(Beginning of Listed entries)

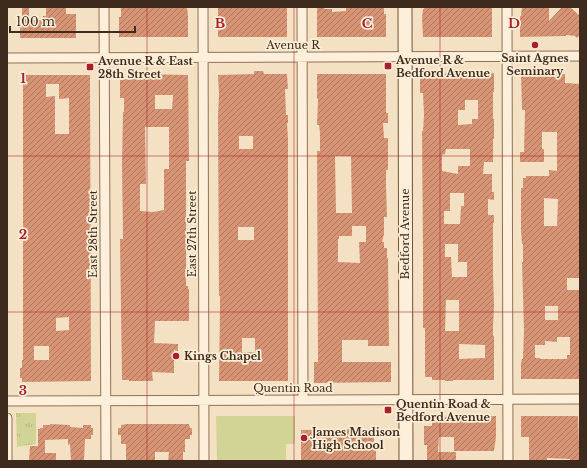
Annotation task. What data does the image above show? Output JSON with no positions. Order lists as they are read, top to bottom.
{
  "streets": {
    "main road": ["Bedford Avenue"],
    "street": [
      "Avenue R",
      "East 28th Street",
      "East 27th Street",
      "Quentin Road"
    ]
  },
  "crossings": [
    ["Avenue R", "East 28th Street"],
    ["Avenue R", "East 27th Street"],
    ["Avenue R", "Bedford Avenue"],
    ["East 28th Street", "Quentin Road"],
    ["East 27th Street", "Quentin Road"],
    ["Bedford Avenue", "Quentin Road"]
  ],
  "places": {
    "other": ["Saint Agnes Seminary", "Kings Chapel", "James Madison High School"],
    "transit": ["Avenue R & Bedford Avenue", "Avenue R & East 28th Street", "Quentin Road & Bedford Avenue"]
  },
  "scale_bar": "100 m",
  "grid": {
    "columns": ["B", "C", "D"],
    "rows": ["1", "2", "3"]
  }
}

(End of Listed entries)

> [What needs to be done]: Retype every entry exactly as written. Leave the pictures out.

> [Result of this task]:
Annotation task. What data does the image above show? Output JSON with no positions. Order lists as they are read, top to bottom.
{
  "streets": {
    "main road": ["Bedford Avenue"],
    "street": [
      "Avenue R",
      "East 28th Street",
      "East 27th Street",
      "Quentin Road"
    ]
  },
  "crossings": [
    ["Avenue R", "East 28th Street"],
    ["Avenue R", "East 27th Street"],
    ["Avenue R", "Bedford Avenue"],
    ["East 28th Street", "Quentin Road"],
    ["East 27th Street", "Quentin Road"],
    ["Bedford Avenue", "Quentin Road"]
  ],
  "places": {
    "other": ["Saint Agnes Seminary", "Kings Chapel", "James Madison High School"],
    "transit": ["Avenue R & Bedford Avenue", "Avenue R & East 28th Street", "Quentin Road & Bedford Avenue"]
  },
  "scale_bar": "100 m",
  "grid": {
    "columns": ["B", "C", "D"],
    "rows": ["1", "2", "3"]
  }
}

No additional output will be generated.